Without a doubt, these are big questions to address in just 7 weeks. To lend our project coherence, we will pay particular attention to the ways that ideas about race, racism, and anti-racism travel. In this respect, our learning will build upon the skills and insights of global and transnational history as developed in the 100-level course, Birth of the Modern World—which is a pre-requisite for ours. How have “racisms” and “anti-racisms” in different historical and geographic settings compared with and/or influenced one another? How have ideas and practices been translated from one location to next? And, crucially: how might a historical understanding of these experiences inform our engagement in transnational debates about racism in our own day and age? Perhaps the ultimate goal of this course is to prepare you to enter into those debates in an informed, curious, and empathetic way.
Overall, this course will help you develop 1) content knowledge about the evolution of racisms in global history, and 2) practical skills in historiographical analysis: summarizing, comparing, analyzing, and evaluating the way scholars have asked and attempted to answer historical questions about this perennially vexing topic.
Upon successful completion of the course, you should be able to:
understand how the concept of “race” emerged in history and how its uses have evolved over time and varied across space;
identify and compare different historical approaches to the study of racism;
reflect critically and empathetically on the ways that racism has shaped different societies, including our own; and,
write a clearly reasoned historiographical essay.

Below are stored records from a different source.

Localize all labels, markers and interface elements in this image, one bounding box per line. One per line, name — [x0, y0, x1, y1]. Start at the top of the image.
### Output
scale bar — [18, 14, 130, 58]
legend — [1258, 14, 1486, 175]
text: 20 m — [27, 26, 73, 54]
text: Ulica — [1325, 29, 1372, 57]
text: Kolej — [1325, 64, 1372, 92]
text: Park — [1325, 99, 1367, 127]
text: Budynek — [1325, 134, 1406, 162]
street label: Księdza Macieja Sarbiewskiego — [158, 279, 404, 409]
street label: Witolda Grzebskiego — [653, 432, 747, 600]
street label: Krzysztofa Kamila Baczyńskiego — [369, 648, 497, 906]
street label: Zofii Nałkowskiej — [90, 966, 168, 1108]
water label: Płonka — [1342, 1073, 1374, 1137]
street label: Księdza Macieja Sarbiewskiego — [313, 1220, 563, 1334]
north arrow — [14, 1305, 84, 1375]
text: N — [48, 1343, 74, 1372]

Once available, timetables will be published here.
Mode of instruction
This course will proceed primarily as a seminar, meeting for two 2-hour sessions per week. On some days, I will open with a brief presentation that contextualizes or expands upon the content in the assigned readings. On others, we will jump right into an analysis of the readings—often beginning with small-group discussion. The most important thing to keep in mind is that in order to get something out of this course, you need to keep up with the reading material for every session. If you are not keen on doing some serious reading—and coming prepared to discuss it in depth at every session—this is not the course for you.
class participation (15%)
web posts – part 1 (15%)
web posts, part 2 - including final synthetic post and annotations of all of the posts in one portfolio - (30%)
final synthetic essay (40%)
There will be a Blackboard site available for this course. Students will be enrolled at least one week before the start of classes.
Readings will be made available on Blackboard.